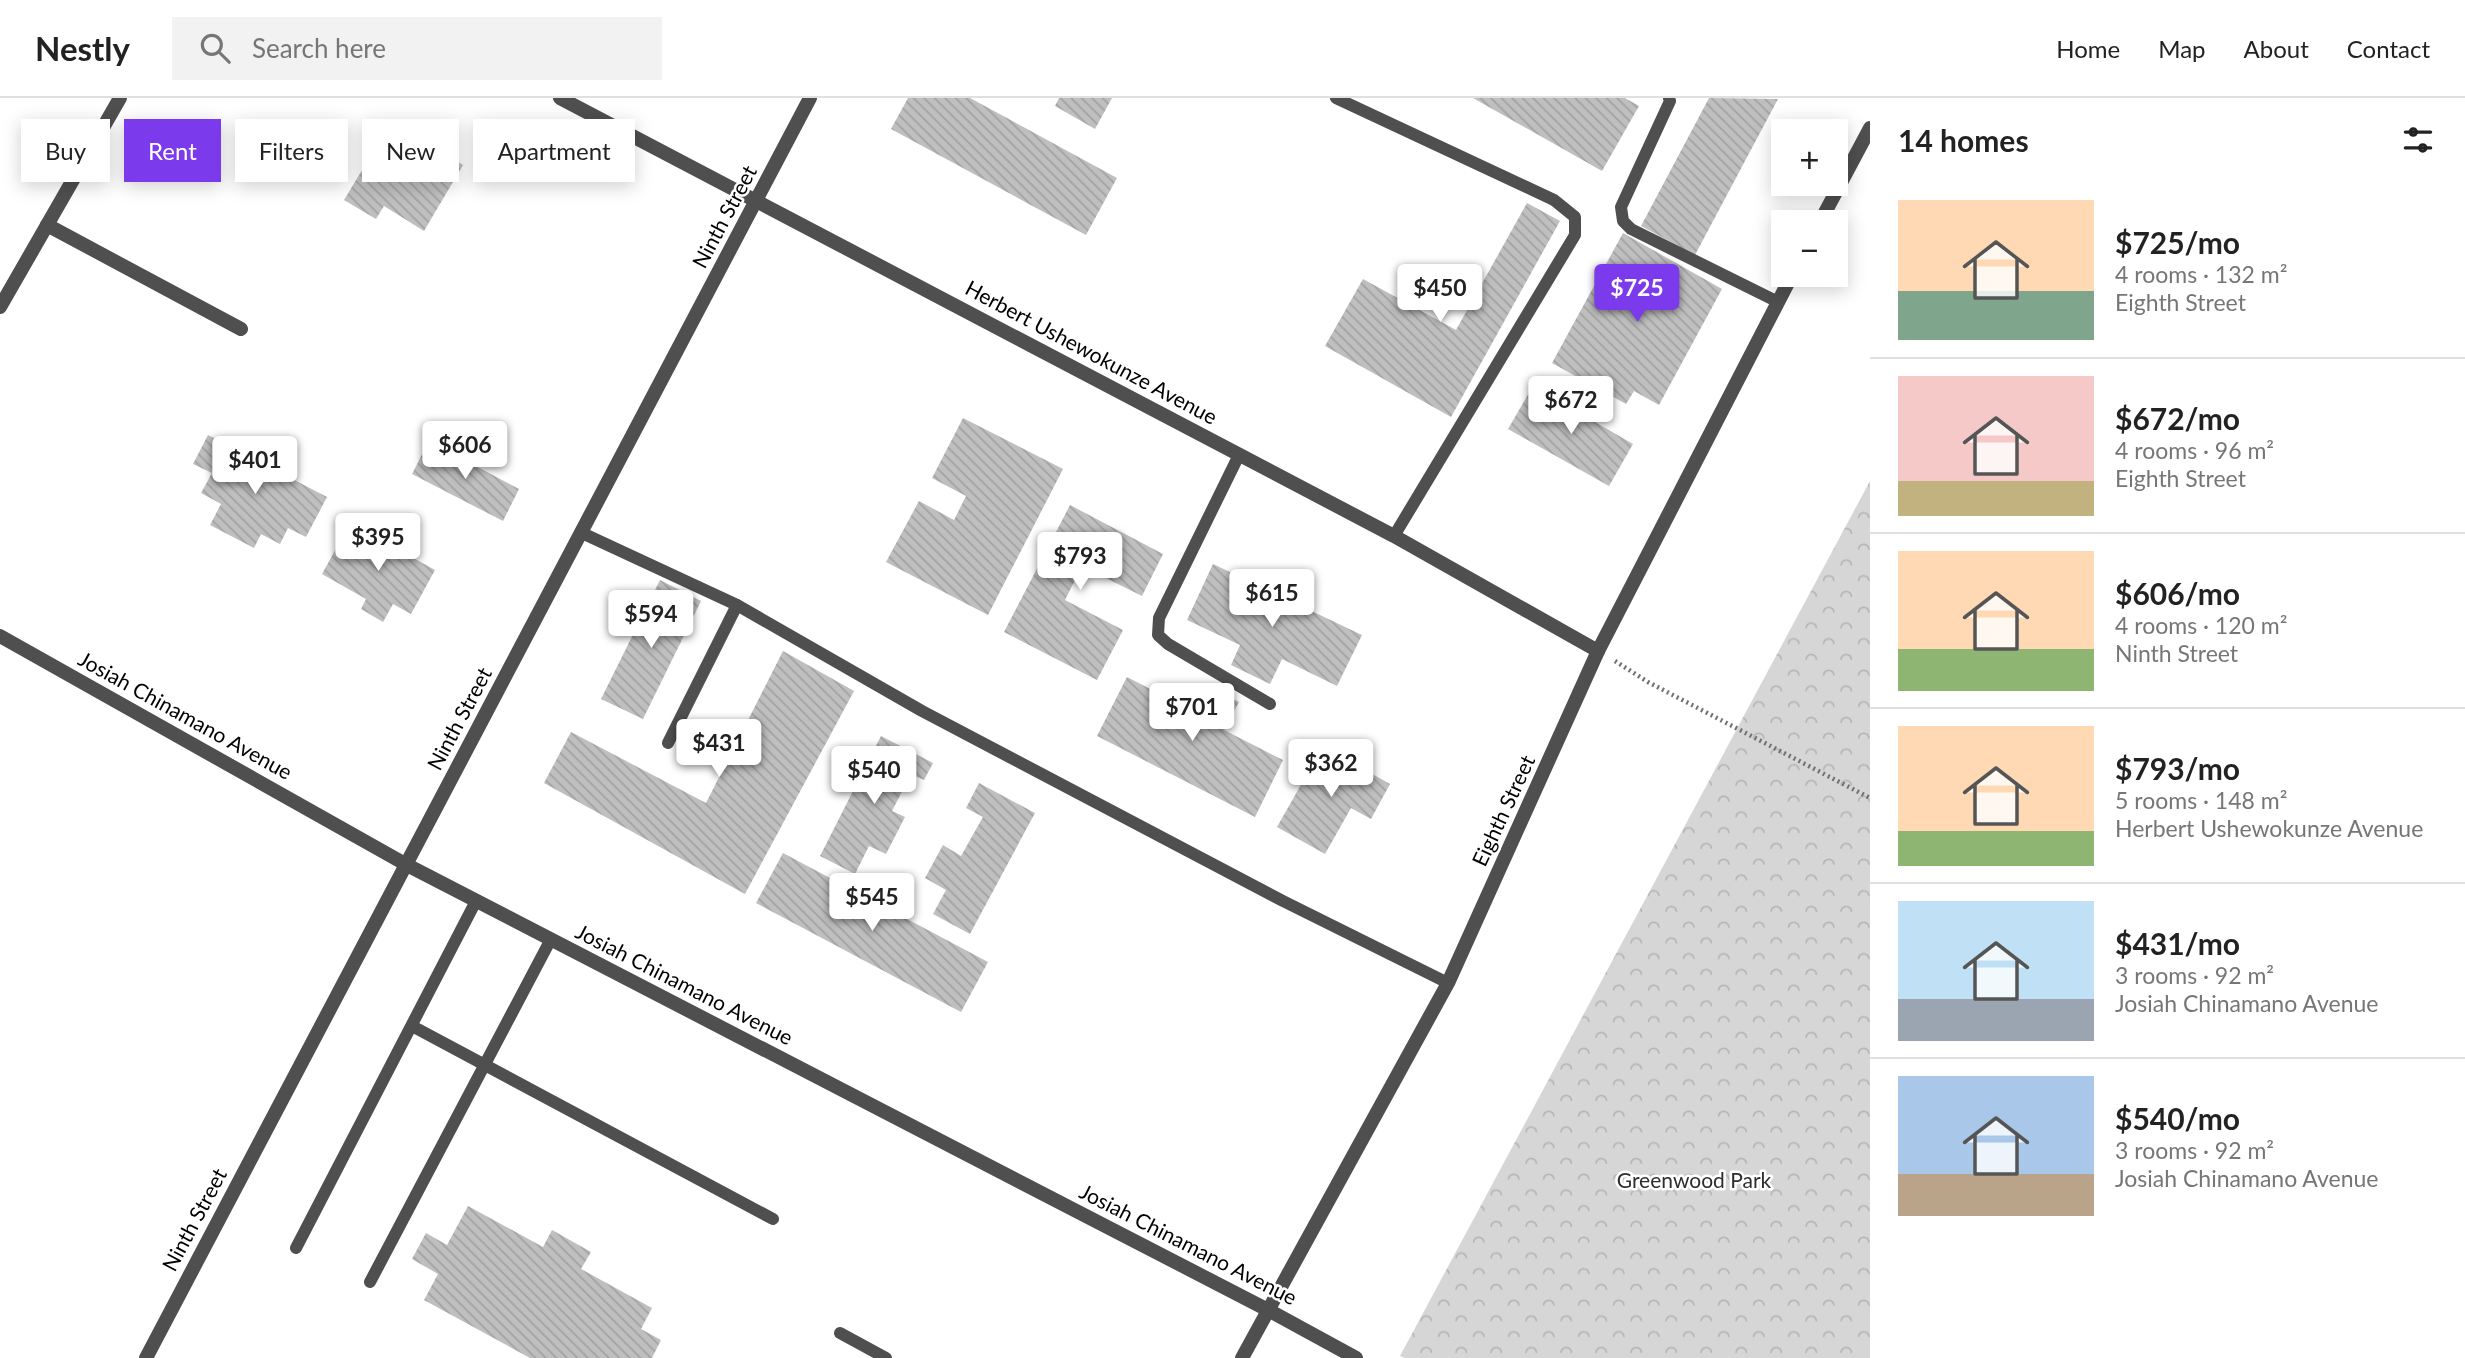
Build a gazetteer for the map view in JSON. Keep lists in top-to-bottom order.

########

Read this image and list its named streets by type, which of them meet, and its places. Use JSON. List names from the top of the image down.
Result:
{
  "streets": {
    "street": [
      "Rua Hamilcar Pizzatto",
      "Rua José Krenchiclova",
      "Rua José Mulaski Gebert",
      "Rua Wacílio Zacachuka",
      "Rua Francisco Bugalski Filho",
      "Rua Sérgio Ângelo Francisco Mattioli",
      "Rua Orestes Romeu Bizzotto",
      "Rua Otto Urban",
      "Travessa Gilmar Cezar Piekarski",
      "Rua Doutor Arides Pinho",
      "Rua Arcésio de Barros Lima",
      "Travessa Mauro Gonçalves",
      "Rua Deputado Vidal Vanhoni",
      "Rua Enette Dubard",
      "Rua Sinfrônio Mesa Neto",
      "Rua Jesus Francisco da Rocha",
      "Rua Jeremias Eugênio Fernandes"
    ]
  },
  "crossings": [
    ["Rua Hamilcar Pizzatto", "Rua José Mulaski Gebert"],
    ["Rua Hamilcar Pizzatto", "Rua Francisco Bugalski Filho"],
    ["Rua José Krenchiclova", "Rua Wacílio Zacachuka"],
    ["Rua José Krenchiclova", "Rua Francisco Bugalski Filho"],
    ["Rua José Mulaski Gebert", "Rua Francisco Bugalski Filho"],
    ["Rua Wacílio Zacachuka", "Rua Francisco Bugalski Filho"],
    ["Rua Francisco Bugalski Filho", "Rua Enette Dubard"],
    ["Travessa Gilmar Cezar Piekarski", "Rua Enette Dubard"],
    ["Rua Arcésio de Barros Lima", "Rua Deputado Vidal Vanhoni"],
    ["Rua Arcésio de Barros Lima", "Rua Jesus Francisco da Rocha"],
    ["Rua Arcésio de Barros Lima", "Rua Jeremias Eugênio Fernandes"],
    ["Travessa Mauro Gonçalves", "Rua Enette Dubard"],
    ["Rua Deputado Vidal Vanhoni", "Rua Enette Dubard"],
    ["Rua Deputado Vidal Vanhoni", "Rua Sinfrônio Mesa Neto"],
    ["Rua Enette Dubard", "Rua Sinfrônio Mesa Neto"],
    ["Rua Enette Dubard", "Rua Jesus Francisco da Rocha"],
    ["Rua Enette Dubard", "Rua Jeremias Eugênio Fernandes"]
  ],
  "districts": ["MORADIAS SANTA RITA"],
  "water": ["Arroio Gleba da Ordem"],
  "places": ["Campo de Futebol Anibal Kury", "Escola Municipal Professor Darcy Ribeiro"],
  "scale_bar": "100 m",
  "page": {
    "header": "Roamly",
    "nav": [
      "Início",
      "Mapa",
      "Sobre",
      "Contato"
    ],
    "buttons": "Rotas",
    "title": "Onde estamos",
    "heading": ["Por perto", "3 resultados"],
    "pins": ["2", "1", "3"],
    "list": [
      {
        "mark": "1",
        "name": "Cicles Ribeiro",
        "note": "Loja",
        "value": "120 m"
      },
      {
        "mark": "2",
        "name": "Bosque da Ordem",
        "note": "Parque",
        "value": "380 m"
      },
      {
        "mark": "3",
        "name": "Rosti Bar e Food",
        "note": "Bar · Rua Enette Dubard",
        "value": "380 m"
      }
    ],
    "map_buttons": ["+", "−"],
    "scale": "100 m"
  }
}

########

Filter the records for the string "JSON" and copy every line that holds it.

Build a gazetteer for the map view in JSON. Keep lists in top-to-bottom order.
Read this image and list its named streets by type, which of them meet, and its places. Use JSON. List names from the top of the image down.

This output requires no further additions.